Phantastischer Haarwuchs

„Es widersprach jeder Vernunft, eine Tochter zu haben, deren Haare innerhalb von vierundzwanzig Stunden mehr als einen Meter wuchsen.“, hört sie ihre Mutter posthum in einer Datei auf deren Notebook sagen.

Doch genau so ist es. Norma muss ihre Haare mehrmals täglich schneiden und obendrein haben sie ein Eigenleben. Sie reagieren nicht nur auf Normas eigene Gefühlsregungen, sondern auch auf die in ihrer unmittelbaren Umgebung. Norma kann die Angst, Aggressionen oder das Glück ihrer Mitmenschen riechen und sogar Essgewohnheiten, Krankheiten und Drogenkonsum wahrnehmen. Je nach Input winden sich ihre Haarsträhnen wie Schlangen, werden schwer oder lassen ihre Kopfhaut jucken. Ohne Turban und Schere geht Norma nicht aus dem Haus.

Trotz ihres ungewöhnlichen Sensoriums bleiben Norma die letzten Tage ihrer Mutter ein Rätsel: Warum hatte Anita einen Kredit bei einem Kriminellen aufgenommen? Woher kamen die ukrainischen Extensions, um die sich die Kundinnen im Salon rissen? Und welche Rolle spielt Normas Familiengeschichte und die dubiose Leihmutterschaftsagentur, für die ihre Friseurkollegin arbeitet?

Sofi Oksanen

Magnus Fröderberg/norden.org [CC BY 2.5 dk]

Magnus Fröderberg/norden.org [CC BY 2.5 dk], via Wikimedia Commons

Über die Autorin

Sofi Oksanen, geboren 1977, zählt zu den Stars in der finnischen Literaturszene. Ihr Roman „Fegefeuer“ (2008) über Zwangsprostitution und sowjetische Kriegsverbrechen wurde zum internationalen Erfolg und mit zahlreichen Preisen ausgezeichnet.

Ihr Werk befasst sich hauptsächlich mit Frauenschicksalen, sozialen und politischen Ungerechtigkeiten und den historischen Verwicklungen zwischen Finnland, Estland und Russland.

Feministischer Subtext

„Die Sache mit Norma“ erzählt eine abgefahrene Story, die stilmäßig irgendwo zwischen den Sopranos und magischem Realismus angesiedelt ist. Wie gewohnt bei Sofi Oksanen fehlt auch der feministische Subtext nicht. Denn letztendlich geht es in allen Erzählsträngen um die Ausbeutung von Frauen.

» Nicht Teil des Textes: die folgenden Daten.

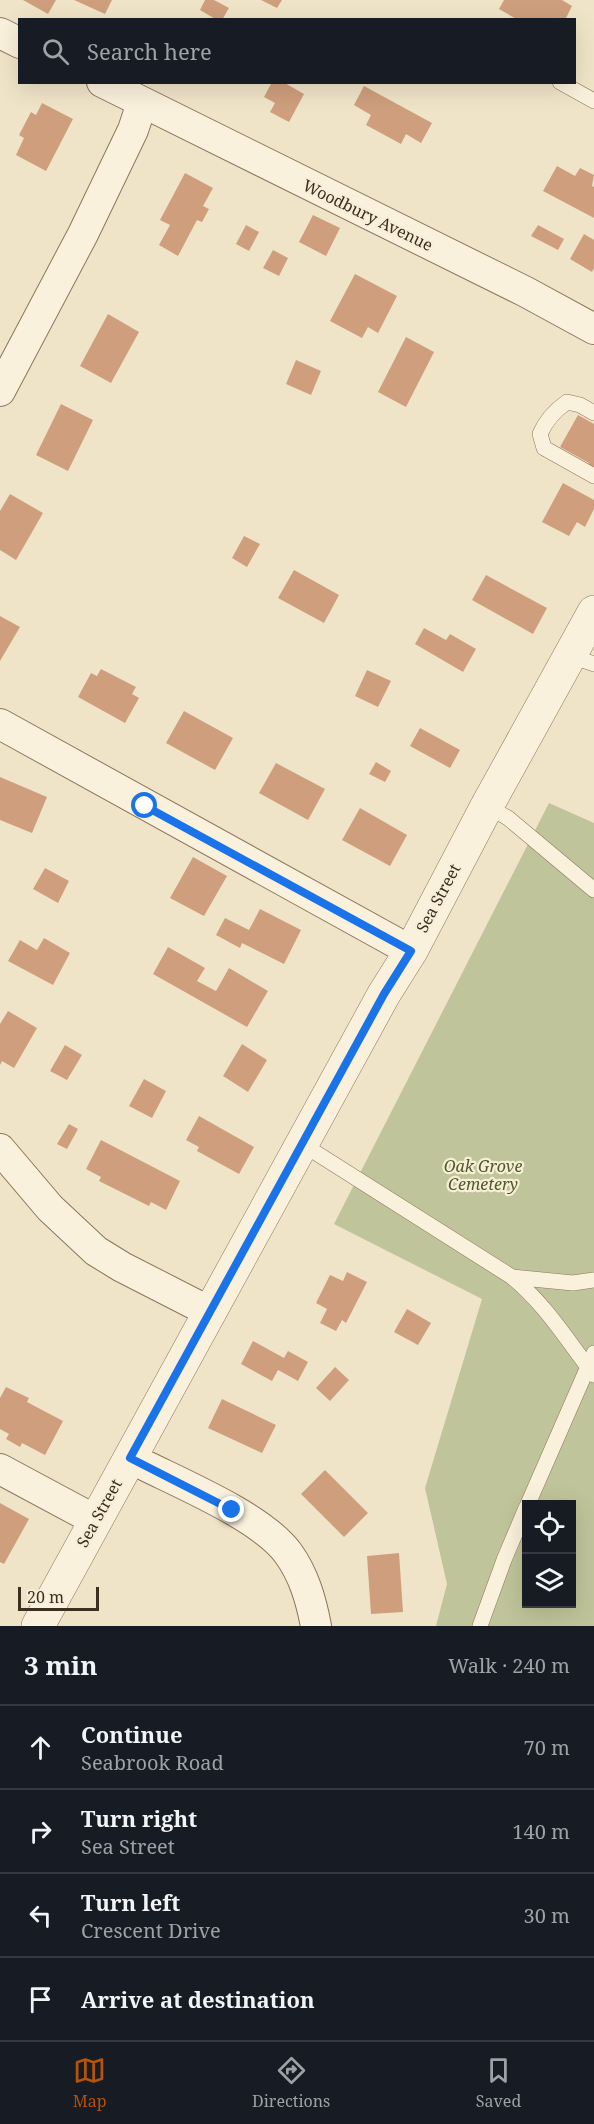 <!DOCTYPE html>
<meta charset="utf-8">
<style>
:root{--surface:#171b24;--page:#20242c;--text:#f1f3f6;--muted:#9ea1a6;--line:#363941;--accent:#b45309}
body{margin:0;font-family:"Noto Serif",serif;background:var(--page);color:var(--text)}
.controls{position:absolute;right:18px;bottom:18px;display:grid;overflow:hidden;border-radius:0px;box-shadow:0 6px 24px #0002}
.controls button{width:54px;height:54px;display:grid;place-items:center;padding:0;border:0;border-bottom:2px solid var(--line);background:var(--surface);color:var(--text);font:30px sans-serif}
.scale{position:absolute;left:18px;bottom:15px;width:81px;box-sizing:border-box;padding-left:6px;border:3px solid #3d2e20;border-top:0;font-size:16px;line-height:21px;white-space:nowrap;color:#3d2e20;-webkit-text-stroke:4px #f7eed8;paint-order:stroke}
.stop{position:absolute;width:18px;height:18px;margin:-14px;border:4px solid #1a73e8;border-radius:50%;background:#fff}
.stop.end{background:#1a73e8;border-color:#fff;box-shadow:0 2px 6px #0008}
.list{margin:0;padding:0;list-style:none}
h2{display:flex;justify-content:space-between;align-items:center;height:78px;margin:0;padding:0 24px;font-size:26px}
h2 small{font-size:20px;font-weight:400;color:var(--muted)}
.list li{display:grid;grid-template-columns:39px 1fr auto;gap:18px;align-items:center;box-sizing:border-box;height:84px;padding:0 24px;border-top:2px solid var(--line)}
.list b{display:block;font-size:22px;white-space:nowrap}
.list p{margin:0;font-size:20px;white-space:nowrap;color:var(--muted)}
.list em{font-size:20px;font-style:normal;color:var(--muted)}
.icon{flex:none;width:33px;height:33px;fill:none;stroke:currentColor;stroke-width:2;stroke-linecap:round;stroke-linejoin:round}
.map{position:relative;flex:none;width:594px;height:1626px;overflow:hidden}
.search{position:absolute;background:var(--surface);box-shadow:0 6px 24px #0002;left:18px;right:18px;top:18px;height:66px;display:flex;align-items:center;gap:15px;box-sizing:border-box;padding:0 21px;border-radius:0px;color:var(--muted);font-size:22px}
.sheet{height:414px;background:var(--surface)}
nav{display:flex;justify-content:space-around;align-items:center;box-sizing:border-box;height:84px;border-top:2px solid var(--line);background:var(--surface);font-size:16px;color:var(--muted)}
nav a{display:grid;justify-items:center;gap:3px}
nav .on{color:var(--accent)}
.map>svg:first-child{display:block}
.cemetery{fill:#bfc49a;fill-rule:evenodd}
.building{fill:#cf9f7d}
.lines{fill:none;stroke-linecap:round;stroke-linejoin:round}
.service-casing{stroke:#8d765c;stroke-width:16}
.minor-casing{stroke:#8d765c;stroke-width:32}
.tertiary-casing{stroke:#8d765c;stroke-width:34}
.service{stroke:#faf1dc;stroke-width:15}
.minor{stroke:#faf1dc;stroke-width:30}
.tertiary{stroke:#faf1dc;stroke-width:33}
.route{stroke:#1a73e8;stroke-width:8}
.labels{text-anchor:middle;stroke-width:4.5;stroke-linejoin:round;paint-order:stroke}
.street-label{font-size:16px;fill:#3d2e20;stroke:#f7eed8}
.park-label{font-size:16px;font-style:italic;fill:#4d5a26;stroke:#f7eed8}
</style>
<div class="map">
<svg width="594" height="1626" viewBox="0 0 594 1626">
<rect width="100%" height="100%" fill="#f0e4c8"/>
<!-- cemetery -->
<path class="cemetery" d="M 549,803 L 594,823 L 594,1626 L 436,1626 L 447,1584 L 425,1488 L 482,1299 L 334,1224 ZM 526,1504 L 572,1504 L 572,1604 L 526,1604 Z"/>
<!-- building -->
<g class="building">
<path d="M 23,0 L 56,0 L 48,14 Z"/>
<path d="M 74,0 L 112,0 L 105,14 Z"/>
<path d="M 205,0 L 214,0 L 229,8 L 222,20 L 217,20 L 200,10 Z"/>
<path d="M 261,0 L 282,0 L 277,8 Z"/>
<path d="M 504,0 L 562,0 L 572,6 L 565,20 L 518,20 L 499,9 Z"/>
<path d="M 272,82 L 283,82 L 304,94 L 289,122 L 270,112 L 275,103 L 264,97 Z"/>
<path d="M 364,86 L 432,123 L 421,143 L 406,134 L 401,144 L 366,125 L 371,115 L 354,105 Z"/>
<path d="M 42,103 L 73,119 L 46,171 L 16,155 L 24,138 L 19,135 L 31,112 L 36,115 Z"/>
<path d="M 557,166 L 575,176 L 580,168 L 594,175 L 592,186 L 594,187 L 594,218 L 543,191 Z"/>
<path d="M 185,173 L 213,188 L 203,206 L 209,209 L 202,222 L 197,220 L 178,256 L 159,245 L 170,225 L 160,220 Z"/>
<path d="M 313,215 L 340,228 L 326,256 L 299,242 Z"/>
<path d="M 246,225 L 259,232 L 249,251 L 236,244 Z"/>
<path d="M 538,225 L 564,239 L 558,250 L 531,236 Z"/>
<path d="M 584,234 L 594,240 L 594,268 L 592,272 L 570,259 Z"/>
<path d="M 273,250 L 288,258 L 279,276 L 263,268 Z"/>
<path d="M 355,274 L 397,296 L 378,333 L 368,327 L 362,338 L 330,321 Z"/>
<path d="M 108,314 L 139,332 L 111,383 L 80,366 Z"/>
<path d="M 406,337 L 434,352 L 406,407 L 378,392 Z"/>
<path d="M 296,360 L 321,371 L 311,395 L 286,384 Z"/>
<path d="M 61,404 L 93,420 L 68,471 L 36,455 Z"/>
<path d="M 578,415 L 594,424 L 594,471 L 587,467 L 589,463 L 560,447 Z"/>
<path d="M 563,483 L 594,500 L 594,509 L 585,527 L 577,522 L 569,536 L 542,522 Z"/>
<path d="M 10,494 L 43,513 L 16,560 L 0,550 L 0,511 Z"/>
<path d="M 244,536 L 260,544 L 247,567 L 232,558 Z"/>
<path d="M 294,570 L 339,595 L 324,623 L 278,598 Z"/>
<path d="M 486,575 L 547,608 L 533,634 L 472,600 Z"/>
<path d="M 0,616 L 20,627 L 0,661 Z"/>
<path d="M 424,628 L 446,640 L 450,634 L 476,649 L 463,672 L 415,644 Z"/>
<path d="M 101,669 L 136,687 L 132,694 L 139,698 L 125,723 L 78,697 L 91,673 L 97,676 Z"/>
<path d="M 367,670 L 391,681 L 378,707 L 355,696 Z"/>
<path d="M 184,711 L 233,738 L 215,770 L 166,743 Z"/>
<path d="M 420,728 L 460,750 L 450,768 L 410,746 Z"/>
<path d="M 376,762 L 391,771 L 385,782 L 369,774 Z"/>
<path d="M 276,763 L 325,789 L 308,820 L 259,793 Z"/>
<path d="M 0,777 L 47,797 L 32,833 L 0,820 Z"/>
<path d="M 360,808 L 407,835 L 390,866 L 342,840 Z"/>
<path d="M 193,857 L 227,876 L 204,916 L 170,898 Z"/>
<path d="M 45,868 L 69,881 L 58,903 L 33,889 Z"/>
<path d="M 260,909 L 301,930 L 284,964 L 242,943 L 240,948 L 216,935 L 225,918 L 249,930 Z"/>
<path d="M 44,938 L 70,953 L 53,985 L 8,961 L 20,940 L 37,950 Z"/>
<path d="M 168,947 L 205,968 L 197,981 L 216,991 L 229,968 L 268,991 L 247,1027 L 153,974 Z"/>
<path d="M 8,1011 L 37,1028 L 14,1068 L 2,1061 L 0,1065 L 0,1024 Z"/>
<path d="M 242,1044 L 267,1060 L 248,1092 L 223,1076 Z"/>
<path d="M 65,1045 L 82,1055 L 67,1080 L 50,1071 Z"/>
<path d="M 144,1079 L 166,1091 L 152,1118 L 129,1106 Z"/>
<path d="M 199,1116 L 254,1147 L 239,1174 L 197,1151 L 199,1147 L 186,1140 Z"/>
<path d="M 69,1124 L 78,1129 L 67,1149 L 57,1144 Z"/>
<path d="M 101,1140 L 180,1181 L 166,1210 L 151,1202 L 149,1206 L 99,1181 L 101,1177 L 86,1169 Z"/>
<path d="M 347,1272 L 367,1282 L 346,1323 L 342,1320 L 336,1331 L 320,1323 L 327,1309 L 316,1303 L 330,1275 L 343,1281 Z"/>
<path d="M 407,1309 L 431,1323 L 418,1345 L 394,1332 Z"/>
<path d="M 253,1341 L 284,1358 L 288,1351 L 308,1362 L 298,1381 L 278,1370 L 272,1381 L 241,1364 Z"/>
<path d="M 335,1367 L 349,1380 L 330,1401 L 316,1388 Z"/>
<path d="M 6,1387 L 29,1398 L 27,1402 L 63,1421 L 45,1455 L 22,1443 L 20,1447 L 6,1439 L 9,1434 L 0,1429 L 0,1398 Z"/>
<path d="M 222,1399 L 276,1425 L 262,1453 L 208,1428 Z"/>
<path d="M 325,1470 L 368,1513 L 344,1537 L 301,1494 Z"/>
<path d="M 0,1503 L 29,1519 L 4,1564 L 0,1562 Z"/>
<path d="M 399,1553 L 403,1612 L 371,1614 L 367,1556 Z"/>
</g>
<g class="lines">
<!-- service casing -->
<g class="service-casing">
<g id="service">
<path d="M 560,82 L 594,101"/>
<path d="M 594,413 L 580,405 L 567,402 C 554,411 546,420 540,434 L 544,448 L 594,476"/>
<path d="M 570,656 L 594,664"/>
<path d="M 487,806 L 508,818 L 594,890"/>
<path d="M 302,1144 L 512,1277 C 546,1305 567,1340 594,1375"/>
<path d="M 512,1277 L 573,1283 L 594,1280"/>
<path d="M 528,1504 L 594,1353"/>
<path d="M 480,1626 L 504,1560 L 526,1508"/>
</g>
</g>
<!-- minor casing -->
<g class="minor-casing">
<g id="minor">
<path d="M 0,33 L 20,43"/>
<path d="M 102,82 L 526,292 L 594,329"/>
<path d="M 0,391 L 83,234 L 133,130 L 142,103"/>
<path d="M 0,724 L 411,951"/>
<path d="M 0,1149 L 50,1208 L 96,1251 L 122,1267 L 210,1312"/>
<path d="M 130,1458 C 174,1481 260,1515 288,1553 C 304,1575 311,1600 316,1626"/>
<path d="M 0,1469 L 95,1520"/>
</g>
</g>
<!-- tertiary casing -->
<g class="tertiary-casing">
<path id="tertiary" d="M 38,1626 L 384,994 L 411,951 L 487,806 L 594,612"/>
</g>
<!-- service -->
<use href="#service" class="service"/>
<!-- minor -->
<use href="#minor" class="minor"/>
<!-- tertiary -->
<use href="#tertiary" class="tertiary"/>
</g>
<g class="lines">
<!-- route -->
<path class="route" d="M 145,806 L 411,951 L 384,994 L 130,1458 L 232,1510"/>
</g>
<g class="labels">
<!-- street labels -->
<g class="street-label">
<text transform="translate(368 215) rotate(26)" y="6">Woodbury Avenue</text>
<text transform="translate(438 898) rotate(-62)" y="6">Sea Street</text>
<text transform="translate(99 1513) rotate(-61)" y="6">Sea Street</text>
</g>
<!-- park labels -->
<g class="park-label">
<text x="483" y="1172">Oak Grove<tspan x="483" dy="18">Cemetery</tspan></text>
</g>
</g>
</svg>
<div class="controls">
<button><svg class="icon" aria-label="locate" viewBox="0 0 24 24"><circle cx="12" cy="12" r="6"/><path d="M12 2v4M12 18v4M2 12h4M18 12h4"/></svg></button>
<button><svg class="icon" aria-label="layers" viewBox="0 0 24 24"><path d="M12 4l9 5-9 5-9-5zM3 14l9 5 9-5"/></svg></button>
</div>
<div class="scale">20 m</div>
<div class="stop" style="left:145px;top:806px"></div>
<div class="stop end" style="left:232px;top:1510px"></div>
<div class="search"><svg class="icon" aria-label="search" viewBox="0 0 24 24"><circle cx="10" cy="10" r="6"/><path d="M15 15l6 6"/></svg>Search here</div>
</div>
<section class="sheet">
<h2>3 min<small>Walk · 240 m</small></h2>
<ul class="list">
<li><svg class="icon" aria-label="ahead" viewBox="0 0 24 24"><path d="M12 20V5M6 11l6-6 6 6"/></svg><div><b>Continue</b><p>Seabrook Road</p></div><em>70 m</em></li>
<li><svg class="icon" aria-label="right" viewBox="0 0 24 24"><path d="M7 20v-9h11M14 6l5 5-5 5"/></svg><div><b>Turn right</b><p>Sea Street</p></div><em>140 m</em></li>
<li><svg class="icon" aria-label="left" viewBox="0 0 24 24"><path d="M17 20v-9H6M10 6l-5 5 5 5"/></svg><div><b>Turn left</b><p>Crescent Drive</p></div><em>30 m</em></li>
<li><svg class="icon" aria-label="arrive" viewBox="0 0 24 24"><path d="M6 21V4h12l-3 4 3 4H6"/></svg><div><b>Arrive at destination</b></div></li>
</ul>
</section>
<nav>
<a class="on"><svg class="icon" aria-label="map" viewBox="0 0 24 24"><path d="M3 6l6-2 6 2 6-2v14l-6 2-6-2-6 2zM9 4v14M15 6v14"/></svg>Map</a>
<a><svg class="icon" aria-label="directions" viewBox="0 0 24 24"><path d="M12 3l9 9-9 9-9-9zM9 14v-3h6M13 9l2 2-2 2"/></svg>Directions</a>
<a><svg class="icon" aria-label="saved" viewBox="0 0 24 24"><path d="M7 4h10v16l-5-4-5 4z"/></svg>Saved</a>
</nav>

„Heute haben wir Frauen die gleichen Rechte, die gleichen Möglichkeiten wie die Männer und streichen trotzdem keine Gewinne ein. Wir liefern nur das Material für die verschiedenen Zweige des Schönheitsgewerbes, wir geben unsere Arbeitskraft, unser Gesicht, unsere Haare, unsere Gebärmutter, unsere Brüste und nach wie vor stecken sich Männer die Scheine, die sie dafür bekommen, in die eigenen Taschen. Sie führen, sie besitzen oder kaufen sofort jedes Unternehmen, das auch nur den geringsten Erfolg aufweist.“

Wem ein paar schaurige Phantastereien in einem ansonsten straighten Krimi nichts ausmachen, wird „Die Sache mit Norma“ sicher mögen.